Susurluk olayından sonra kurye Dilek Örnek'le başlayıp Kombassan'la devam eden kara para aklama olaylarının ardından Atatürk Havalimanı'nın bir ölçüde 'cazibesi'ni kaybetmesinden sonra Kapıkule en 'sıkıntılı' dönemini yaşıyor; pisliği, yolsuzluğu ve rüşveti ile...
Kapıkule'nin sıkıntısı üç-beş yolcu ile giriş-çıkış yapan otobüs firmalarının bugüne kadar sıkı denetim altında tutulmamasından kaynaklanıyor. Aynı durum Avrupa kapısına açılan İpsala ve Dereköy'de, Habur, Gürbulak ve Hopa gümrüklerinde de yaşanıyor.
Gümrüklere kim el atacak, radikal değişiklikleri kim yapacak?
Tabii ki, gümrüklerden sorumlu Devlet Bakanı Rıfat Serdaroğlu...
Bundan bir süre önce Serdaroğlu'nun gümrüklerde neler döndüğüne ilişkin dosyasına gayet hâkim olduğunu gördük.
Başbakan ve diğer bakanların kendisine yardımcı olmaları gerekiyor.
Çünkü, bir sınır kapısında gümrük, polis, asker, sağlık, vilayet ve MİT gibi 14 otorite bulunuyor. Çokbaşlılık işi, içinden çıkılmaz hale getiriyor.
Yasal engellerin aşılarak, gümrük kapılarının tek otoriteye bağlanması en doğru yol görülüyor.
Yoksa, onu oradan al, buraya ver demekle olmuyor.
Bir kere eski kadroları atıp, yerlerine temiz bir kadro oluşturmak gerekiyor. Nasıl mı? Eğitimli, düzgün ve iyi ücretli kadrolar oluşturarak...
Gümrük ve gümrük muhafaza kadrolarında görev yapanların yüzde 75'ini Kozan'dan Rize'ye uzanan hattın doğusunda kalanlar oluşturuyor. Bunların çoğu lise mezunu bile değil, dil bilmiyor. Hemşerilik ilişkileri geliştiğinden, gümrükler bu çarkın pisliğinden kurtulamıyor.

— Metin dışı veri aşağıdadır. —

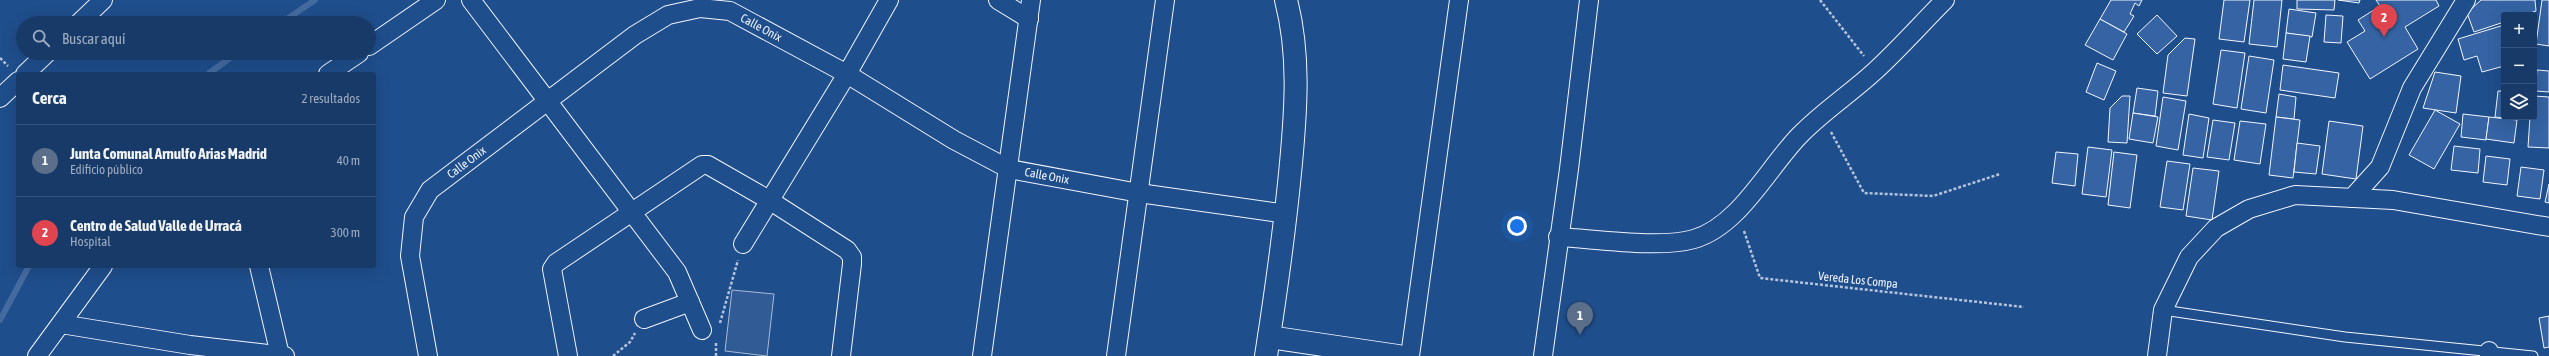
<!DOCTYPE html>
<html lang="es">
<meta charset="utf-8">
<style>
:root{--surface:#173a69;--page:#20416f;--text:#f1f3f6;--muted:#9eadc0;--line:#36547d;--accent:#ffb74d}
body{margin:0;font-family:"Asap Condensed",sans-serif;background:var(--page);color:var(--text)}
.controls{position:absolute;right:12px;top:12px;display:grid;overflow:hidden;border-radius:4px;box-shadow:0 4px 16px #0002}
.controls button{width:36px;height:36px;display:grid;place-items:center;padding:0;border:0;border-bottom:1px solid var(--line);background:var(--surface);color:var(--text);font:20px sans-serif}
.you{position:absolute;left:1517px;top:226px;width:14px;height:14px;margin:-10px;border:3px solid #fff;border-radius:50%;background:#1a73e8;box-shadow:0 0 0 6px #1a73e833}
.badge{display:grid;place-items:center;width:26px;height:26px;border-radius:50%;background:var(--accent);color:#fff;font-size:13px;font-weight:700}
.pin{position:absolute;translate:-50% -33px;filter:drop-shadow(0 1px 2px #0008)}
.pin::after{content:'';position:absolute;top:21px;width:14px;height:12px;background:inherit;clip-path:polygon(0 0,100% 0,50% 100%)}
.list{margin:0;padding:0;list-style:none}
h2{display:flex;justify-content:space-between;align-items:center;height:52px;margin:0;padding:0 16px;font-size:17px}
h2 small{font-size:13px;font-weight:400;color:var(--muted)}
.list li{display:grid;grid-template-columns:26px 1fr auto;gap:12px;align-items:center;box-sizing:border-box;height:72px;padding:0 16px;border-top:1px solid var(--line)}
.list b{display:block;font-size:15px;white-space:nowrap}
.list p{margin:0;font-size:13px;white-space:nowrap;color:var(--muted)}
.list em{font-size:13px;font-style:normal;color:var(--muted)}
.icon{flex:none;width:22px;height:22px;fill:none;stroke:currentColor;stroke-width:2;stroke-linecap:round;stroke-linejoin:round}
.map{position:relative;flex:none;width:2549px;height:356px;overflow:hidden}
.search{position:absolute;background:var(--surface);box-shadow:0 4px 16px #0002;left:16px;top:16px;width:360px;height:44px;display:flex;align-items:center;gap:10px;box-sizing:border-box;padding:0 14px;border-radius:22px;color:var(--muted);font-size:15px}
.panel{position:absolute;background:var(--surface);box-shadow:0 4px 16px #0002;left:16px;top:72px;width:360px;height:196px;border-radius:4px}
.map>svg:first-child{display:block}
.built{fill:#305b95;stroke:#a8bbd7}
.lines{fill:none;stroke-linecap:round;stroke-linejoin:round}
.stream{stroke:#446ba0;stroke-width:6}
.building{fill:#3563a3;stroke:#f2f6ff}
.service-casing{stroke:#f2f6ff;stroke-width:11}
.minor-casing{stroke:#f2f6ff;stroke-width:20}
.tertiary-casing{stroke:#f2f6ff;stroke-width:24}
.path{stroke:#b3c4dc;stroke-width:2.5;stroke-dasharray:3 2;stroke-linecap:butt}
.service{stroke:#1f4e8c;stroke-width:9}
.minor{stroke:#1f4e8c;stroke-width:18}
.tertiary{stroke:#1f4e8c;stroke-width:22}
.labels{text-anchor:middle;stroke-width:3;stroke-linejoin:round;paint-order:stroke}
.street-label{font-size:12px;fill:#f2f6ff;stroke:#1f4e8c}
</style>
<div class="map">
<svg width="2549" height="356" viewBox="0 0 2549 356">
<rect width="100%" height="100%" fill="#1f4e8c"/>
<!-- built -->
<path class="built" d="M 732,290 L 774,294 L 767,356 L 725,351 Z"/>
<g class="lines">
<!-- stream -->
<g class="stream">
<path d="M 281,23 L 315,0"/>
<path d="M 208,74 L 237,53"/>
<path d="M 0,320 L 29,266"/>
</g>
</g>
<!-- building -->
<g class="building">
<path d="M 2111,0 L 2142,0 L 2139,6 L 2135,3 L 2130,14 L 2134,16 L 2124,32 L 2100,19 Z"/>
<path d="M 2224,0 L 2250,0 L 2244,42 L 2219,39 Z"/>
<path d="M 2254,0 L 2282,0 L 2277,47 L 2249,44 Z"/>
<path d="M 2297,0 L 2335,0 L 2334,10 L 2297,9 Z"/>
<path d="M 2338,0 L 2360,0 L 2359,3 Z"/>
<path d="M 2376,0 L 2436,0 L 2439,6 L 2405,27 L 2418,49 L 2370,79 L 2347,42 L 2365,31 L 2358,20 L 2380,6 Z"/>
<path d="M 2481,0 L 2535,0 L 2536,11 L 2524,15 L 2504,15 L 2504,22 L 2474,32 L 2467,13 Z"/>
<path d="M 2542,0 L 2549,0 L 2549,46 L 2536,44 Z"/>
<path d="M 2289,9 L 2316,13 L 2312,37 L 2286,33 Z"/>
<path d="M 2157,15 L 2177,36 L 2157,54 L 2137,34 Z"/>
<path d="M 2326,15 L 2343,16 L 2341,43 L 2324,42 Z"/>
<path d="M 2100,19 L 2127,34 L 2113,60 L 2085,45 Z"/>
<path d="M 2504,25 L 2504,66 L 2482,72 L 2477,56 L 2464,60 L 2458,39 Z"/>
<path d="M 2286,33 L 2310,36 L 2306,62 L 2283,59 Z"/>
<path d="M 2185,38 L 2195,39 L 2187,96 L 2163,93 L 2168,55 Z"/>
<path d="M 2221,50 L 2245,53 L 2237,108 L 2213,104 Z"/>
<path d="M 2249,56 L 2274,60 L 2266,113 L 2241,109 Z"/>
<path d="M 2097,63 L 2116,71 L 2104,100 L 2086,92 Z"/>
<path d="M 2283,65 L 2339,73 L 2335,98 L 2280,90 Z"/>
<path d="M 2537,70 L 2549,71 L 2549,92 L 2535,91 Z"/>
<path d="M 2435,72 L 2461,76 L 2456,113 L 2423,108 Z"/>
<path d="M 2137,88 L 2158,91 L 2155,116 L 2133,113 Z"/>
<path d="M 2498,91 L 2504,91 L 2504,117 L 2517,117 L 2517,120 L 2495,117 Z"/>
<path d="M 2279,94 L 2296,97 L 2294,119 L 2276,117 Z"/>
<path d="M 2122,96 L 2130,96 L 2127,143 L 2108,142 L 2110,108 Z"/>
<path d="M 2534,96 L 2549,97 L 2549,148 L 2528,147 L 2530,117 L 2534,117 Z"/>
<path d="M 2163,97 L 2186,101 L 2178,150 L 2156,146 Z"/>
<path d="M 2435,110 L 2460,124 L 2434,169 L 2409,155 Z"/>
<path d="M 2133,113 L 2158,117 L 2153,143 L 2129,139 Z"/>
<path d="M 2189,114 L 2209,118 L 2203,158 L 2183,155 Z"/>
<path d="M 2463,114 L 2489,117 L 2486,140 L 2461,137 Z"/>
<path d="M 2276,117 L 2300,120 L 2293,178 L 2269,175 Z"/>
<path d="M 2489,117 L 2517,120 L 2514,143 L 2486,139 Z"/>
<path d="M 2213,120 L 2235,123 L 2229,160 L 2207,157 Z"/>
<path d="M 2240,121 L 2266,124 L 2260,164 L 2234,160 Z"/>
<path d="M 2329,121 L 2363,126 L 2356,179 L 2322,174 Z"/>
<path d="M 2297,143 L 2320,146 L 2316,174 L 2294,172 Z"/>
<path d="M 2454,146 L 2480,149 L 2478,173 L 2451,170 Z"/>
<path d="M 2088,147 L 2112,150 L 2106,197 L 2082,194 Z"/>
<path d="M 2056,152 L 2078,154 L 2075,186 L 2052,183 Z"/>
<path d="M 2114,152 L 2137,155 L 2130,208 L 2108,205 Z"/>
<path d="M 2486,156 L 2510,159 L 2507,185 L 2483,182 Z"/>
<path d="M 2167,161 L 2190,164 L 2183,210 L 2160,207 Z"/>
<path d="M 2521,167 L 2544,170 L 2540,199 L 2517,196 Z"/>
<path d="M 2193,168 L 2219,171 L 2212,220 L 2186,216 Z"/>
<path d="M 2549,184 L 2549,203 L 2545,202 Z"/>
<path d="M 2549,316 L 2549,347 L 2544,348 L 2539,318 Z"/>
</g>
<g class="lines">
<defs>
<path id="service" d="M 2163,310 L 2345,337 L 2533,356"/>
<g id="minor">
<path d="M 471,0 L 677,272 L 702,330"/>
<path d="M 998,0 L 1029,19"/>
<path d="M 79,23 L 103,0"/>
<path d="M 369,46 L 436,0"/>
<path d="M 25,74 L 47,53"/>
<path d="M 328,74 L 359,53"/>
<path d="M 0,98 L 18,81"/>
<path d="M 2352,198 L 2380,167 L 2412,88 L 2466,0"/>
<path d="M 1558,237 C 1596,239 1660,249 1694,239 C 1739,226 1768,168 1799,136 C 1822,112 1850,94 1875,71 C 1899,49 1922,23 1945,0"/>
<path d="M 743,244 L 847,74 L 889,0"/>
<path d="M 259,266 L 280,355"/>
<path d="M 644,319 L 690,302"/>
<path d="M 61,324 L 190,345 L 285,356"/>
<path d="M 37,356 L 103,266"/>
<path id="s1" d="M 428,356 L 410,256 L 414,217 L 430,190 L 635,35 L 668,15 L 700,8 L 730,11 L 847,74 L 954,140 L 1009,169 L 1139,193 L 1287,214"/>
<path d="M 568,356 L 552,269 L 556,263 L 702,165 L 708,165 L 769,200 L 847,250 L 852,257 L 852,264 L 841,356"/>
<path d="M 982,356 L 1031,0"/>
<path d="M 1116,356 L 1165,0"/>
<path d="M 1410,356 L 1459,0"/>
<path d="M 1543,356 L 1569,169 L 1589,0"/>
<path d="M 2157,356 L 2163,310 L 2189,257 L 2216,228 L 2249,209 L 2295,195 L 2393,200 L 2549,227"/>
<path d="M 2489,356 L 2489,351"/>
</g>
<g id="tertiary">
<path d="M 1269,337 L 1398,356"/>
<path d="M 1266,356 C 1276,292 1285,228 1291,163 C 1296,109 1300,54 1286,0"/>
</g>
</defs>
<!-- service casing -->
<use href="#service" class="service-casing"/>
<!-- minor casing -->
<use href="#minor" class="minor-casing"/>
<!-- tertiary casing -->
<use href="#tertiary" class="tertiary-casing"/>
<!-- path -->
<g class="path">
<path d="M 1820,0 L 1864,56"/>
<path d="M 0,58 L 8,66"/>
<path d="M 1831,132 L 1864,193 L 1933,196 L 2000,174"/>
<path d="M 1744,231 L 1760,278 L 2024,307"/>
<path d="M 720,323 L 738,260"/>
<path d="M 716,343 L 716,356"/>
<path d="M 613,356 L 630,342 L 635,333"/>
</g>
<!-- service -->
<use href="#service" class="service"/>
<!-- minor -->
<use href="#minor" class="minor"/>
<!-- tertiary -->
<use href="#tertiary" class="tertiary"/>
</g>
<g class="labels">
<!-- street labels -->
<g class="street-label">
<text dy="4" stroke="none"><textPath href="#s1" startOffset="566">Calle Onix</textPath></text>
<text dy="4" stroke="none"><textPath href="#s1" startOffset="218">Calle Onix</textPath></text>
<text dy="4" stroke="none"><textPath href="#s1" startOffset="890">Calle Onix</textPath></text>
<text transform="translate(1858 280) rotate(6)" y="4">Vereda Los Compa</text>
</g>
</g>
</svg>
<div class="controls">
<button>+</button>
<button>−</button>
<button><svg class="icon" aria-label="layers" viewBox="0 0 24 24"><path d="M12 4l9 5-9 5-9-5zM3 14l9 5 9-5"/></svg></button>
</div>
<div class="you"></div>
<div class="pin badge" style="left:1580px;top:335px;background:#5c6f8a">1</div>
<div class="pin badge" style="left:2384px;top:37px;background:#e0444e">2</div>
<div class="search"><svg class="icon" aria-label="search" viewBox="0 0 24 24"><circle cx="10" cy="10" r="6"/><path d="M15 15l6 6"/></svg>Buscar aquí</div>
<section class="panel">
<h2>Cerca<small>2 resultados</small></h2>
<ul class="list">
<li><span class="badge" style="background:#5c6f8a">1</span><div><b>Junta Comunal Arnulfo Arias Madrid</b><p>Edificio público</p></div><em>40 m</em></li>
<li><span class="badge" style="background:#e0444e">2</span><div><b>Centro de Salud Valle de Urracá</b><p>Hospital</p></div><em>300 m</em></li>
</ul>
</section>
</div>
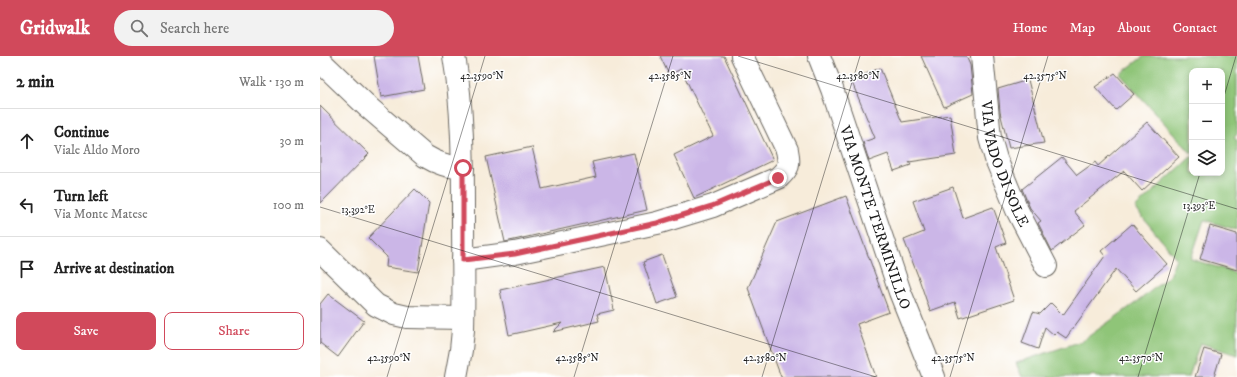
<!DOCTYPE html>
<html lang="en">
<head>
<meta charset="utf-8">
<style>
  body { margin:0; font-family:"IM FELL DW Pica",serif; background:#f2f2f2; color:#222 }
  .controls { position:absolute; right:12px; top:12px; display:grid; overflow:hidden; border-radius:8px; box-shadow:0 2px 6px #0003 }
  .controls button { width:36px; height:36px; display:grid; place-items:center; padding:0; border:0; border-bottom:1px solid #e0e0e0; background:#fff; color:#222; font:20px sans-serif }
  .stop { position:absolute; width:12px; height:12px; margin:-9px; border:3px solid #d1495b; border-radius:50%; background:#fff }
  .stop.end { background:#d1495b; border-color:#fff; box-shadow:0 1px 4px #0008 }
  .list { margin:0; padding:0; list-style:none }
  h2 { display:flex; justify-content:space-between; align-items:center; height:52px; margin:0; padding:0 16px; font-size:17px }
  h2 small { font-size:13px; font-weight:400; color:#767676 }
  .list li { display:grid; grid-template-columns:26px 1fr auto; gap:12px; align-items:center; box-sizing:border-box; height:64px; padding:0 16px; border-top:1px solid #e0e0e0 }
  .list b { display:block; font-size:15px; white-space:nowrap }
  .list p { margin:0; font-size:13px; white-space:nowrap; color:#767676 }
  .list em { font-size:13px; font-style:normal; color:#767676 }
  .actions { display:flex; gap:8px; padding:12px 16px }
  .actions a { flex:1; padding:9px 0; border:1px solid #d1495b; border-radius:8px; text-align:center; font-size:14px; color:#d1495b }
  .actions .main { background:#d1495b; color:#fff }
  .icon { flex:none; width:22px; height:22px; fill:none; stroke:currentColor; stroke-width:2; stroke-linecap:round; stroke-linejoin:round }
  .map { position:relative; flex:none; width:917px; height:321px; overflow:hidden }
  header { display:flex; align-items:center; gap:24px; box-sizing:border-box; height:56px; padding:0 20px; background:#d1495b; color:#fff }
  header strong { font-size:19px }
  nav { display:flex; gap:22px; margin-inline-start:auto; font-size:14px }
  .search { width:280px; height:36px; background:#f2f2f2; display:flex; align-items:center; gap:10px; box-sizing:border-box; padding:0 14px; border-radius:22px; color:#767676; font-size:15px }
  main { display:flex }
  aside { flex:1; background:#fff }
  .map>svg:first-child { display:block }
</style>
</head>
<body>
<header>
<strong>Gridwalk</strong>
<div class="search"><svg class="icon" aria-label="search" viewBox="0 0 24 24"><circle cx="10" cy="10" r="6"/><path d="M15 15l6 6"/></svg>Search here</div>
<nav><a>Home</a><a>Map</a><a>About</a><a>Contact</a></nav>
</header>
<main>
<aside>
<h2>2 min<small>Walk · 130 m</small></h2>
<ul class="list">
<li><svg class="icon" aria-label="ahead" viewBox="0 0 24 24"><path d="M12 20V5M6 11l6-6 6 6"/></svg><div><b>Continue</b><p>Viale Aldo Moro</p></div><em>30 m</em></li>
<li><svg class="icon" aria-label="left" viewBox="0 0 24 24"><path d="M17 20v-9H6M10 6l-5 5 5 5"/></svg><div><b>Turn left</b><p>Via Monte Matese</p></div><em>100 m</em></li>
<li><svg class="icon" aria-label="arrive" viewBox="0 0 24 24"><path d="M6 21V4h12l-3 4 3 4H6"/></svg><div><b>Arrive at destination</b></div></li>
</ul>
<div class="actions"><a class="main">Save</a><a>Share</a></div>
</aside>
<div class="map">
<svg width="917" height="321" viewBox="0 0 917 321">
  <rect width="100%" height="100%" fill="#fff"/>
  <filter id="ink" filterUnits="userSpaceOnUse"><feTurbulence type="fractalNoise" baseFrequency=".025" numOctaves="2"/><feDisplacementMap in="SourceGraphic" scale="8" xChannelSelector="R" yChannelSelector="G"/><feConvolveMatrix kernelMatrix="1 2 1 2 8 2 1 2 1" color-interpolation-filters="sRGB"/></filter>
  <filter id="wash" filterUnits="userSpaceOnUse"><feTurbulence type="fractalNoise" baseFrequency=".012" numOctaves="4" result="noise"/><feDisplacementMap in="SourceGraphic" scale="16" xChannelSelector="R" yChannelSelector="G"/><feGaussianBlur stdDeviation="0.9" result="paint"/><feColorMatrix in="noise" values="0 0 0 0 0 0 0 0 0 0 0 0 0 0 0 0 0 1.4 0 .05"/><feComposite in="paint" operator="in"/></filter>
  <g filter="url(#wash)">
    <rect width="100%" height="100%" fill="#f7ecda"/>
    <path fill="#8fc578" stroke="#56704a" d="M824 0H917V78L914 82 917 84V174L884 164 871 203 917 217V299L880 287 869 321H777L773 319 769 321H702L696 307 762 285 821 243 849 220 856 202 815 152 872 100V117H902V15H872V98L800 18Z"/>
    <g id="blocks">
      <g fill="#cbb6e7">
        <path d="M54 0H98L104 33 61 41Z"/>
        <path d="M340 0H404L453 104 374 142 354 99 393 80 361 13 349 19Z"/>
        <path d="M601 0H646L650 9 653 38 624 51Z"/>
        <path d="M560 12 582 66 630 59 636 99 589 106 591 109 574 115 568 98 549 105 543 86 555 82 531 24Z"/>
        <path d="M795 17 814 38 796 54 775 31Z"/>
        <path d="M708 24 724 87 689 92 680 56 678 33Z"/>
        <path d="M0 50 49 98 0 148Z"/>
        <path d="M827 66 859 101 822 135 804 115 754 155 765 169 732 195 718 167 721 165 710 152 702 133 742 101 757 119 775 106 778 110Z"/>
        <path d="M212 91 222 133 276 121 272 106 314 97 327 154 185 186 166 101Z"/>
        <path d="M633 131 643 162 673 151 686 187 676 191 694 244 640 262 635 246 610 255 598 220 584 184 604 176 593 145Z"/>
        <path d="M95 133 109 147 98 216 66 211 67 201 48 182Z"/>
        <path d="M526 140 569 256 537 268 556 321H461L428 232 457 166Z"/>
        <path d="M812 168 847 208 816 235 796 213 746 282 737 276 734 279 725 271 718 293 702 287 713 256 720 258 731 247 743 259 785 200 781 195Z"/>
        <path d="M890 170 917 178V214L880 203Z"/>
        <path d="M342 199 357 241 337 248 323 206Z"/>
        <path d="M285 211 294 254 277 258 279 265 233 276 242 267 189 279 180 234Z"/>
        <path d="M8 238 44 265 18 301 0 287V248Z"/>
        <path d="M884 293 901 298 894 321H875Z"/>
      </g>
    </g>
  </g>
  <g filter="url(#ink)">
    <use href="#blocks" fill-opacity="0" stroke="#69655e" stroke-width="1"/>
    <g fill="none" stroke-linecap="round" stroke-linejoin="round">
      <defs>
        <g id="minor">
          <path id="s1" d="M499 0 512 33 580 236 614 321"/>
          <path id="s2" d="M662 0 670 82 676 103 697 154 726 210"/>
          <path d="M0 5 48 51 105 100C118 108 127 110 143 112"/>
          <path d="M0 194 56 249 74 258 87 261 143 262"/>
          <path d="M143 204 195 197 337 167 393 150 458 122C469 112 470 109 467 94L422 0"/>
        </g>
        <path id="tertiary" d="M134 0C143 52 143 105 143 158 143 197 144 235 143 274L141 294 136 321"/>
      </defs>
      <use href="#minor" stroke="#69655e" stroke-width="24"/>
      <use href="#tertiary" stroke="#69655e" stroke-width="24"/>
      <use href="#minor" stroke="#fff" stroke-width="22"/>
      <use href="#tertiary" stroke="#fff" stroke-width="22"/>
    </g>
  </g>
  <g fill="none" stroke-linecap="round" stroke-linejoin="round" filter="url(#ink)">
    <path stroke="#d1495b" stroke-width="5" d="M143 112V204L195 198 337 167 392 150 458 122"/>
  </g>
  <path fill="none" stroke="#1c1c1c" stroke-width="1" stroke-opacity="0.45" d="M418 0 917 153M902 47 916 0M0 151 556 321M67 321 165 0M254 321 353 0M442 321 540 0M630 321 728 0M818 321 880 117"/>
  <g text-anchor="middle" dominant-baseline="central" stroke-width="3" stroke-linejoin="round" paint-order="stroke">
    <g font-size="15" fill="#1c1c1c" stroke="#fff">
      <text stroke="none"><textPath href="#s2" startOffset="111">VIA VADO DI SOLE</textPath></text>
      <text stroke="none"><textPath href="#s1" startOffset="171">VIA MONTE TERMINILLO</textPath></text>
    </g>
  </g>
  <g font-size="10" text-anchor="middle" fill="#1c1c1c" stroke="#fff" stroke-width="3" stroke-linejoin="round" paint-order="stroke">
    <text x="162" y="23">42.3590°N</text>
    <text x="350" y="23">42.3585°N</text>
    <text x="538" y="23">42.3580°N</text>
    <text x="725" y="23">42.3575°N</text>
    <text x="879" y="153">13.393°E</text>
    <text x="38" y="157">13.392°E</text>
    <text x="69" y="305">42.3590°N</text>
    <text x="257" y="305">42.3585°N</text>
    <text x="445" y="305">42.3580°N</text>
    <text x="633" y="305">42.3575°N</text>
    <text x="821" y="305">42.3570°N</text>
  </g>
</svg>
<div class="controls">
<button>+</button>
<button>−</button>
<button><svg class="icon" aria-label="layers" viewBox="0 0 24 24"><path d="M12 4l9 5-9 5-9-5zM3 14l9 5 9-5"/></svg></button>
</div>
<div class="stop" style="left:143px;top:112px"></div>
<div class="stop end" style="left:458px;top:122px"></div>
</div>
</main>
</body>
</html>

İşin özeti şudur; gümrükçüden destek almazsa mafya mafyalığını yapamaz.
Edirne infazında ölenler banka gibi
İki ay önce Kapıkule Gümrük Başmüdürlüğü'ne atanan Sefa Ekin'in rapor alarak görevden ayrılması üzerine yerine Gümrük Başmüfettişi Cemil Emre atandı. Ayrıca, Yolcu Gümrük Salonu Müdürü Erol Utnuer'e de bakanlık talimatıyla işten el çektirildi.
Bu arada Gümrük Müsteşarlığı'ndan Kapıkule'ye müfettiş gönderildi. Gümrükten şimdiye kadar giriş çıkış yapan bütün araçların ve yolcuların listesi gözden geçirilmeye başlandı.
İlk araştırmada, otobüste katledilenlerden Ömer Balaban adına 20, Nedim Sevim adına 31, Ayhan Fındık adına da 13 döviz deklare belgesinin düzenlendiği ortaya çıktı. Her bir deklare fişinde en az 500 bin dolar yazılı olduğu dikkati çekti.
Ve hassas üç soru...
- Refahyol döneminde Genelkurmay 2. Başkanı iken Orgeneral Çevik Bir'in, gümrüklerin 'yolgeçen hanı olduğunu' belirten uyarısı ne oldu?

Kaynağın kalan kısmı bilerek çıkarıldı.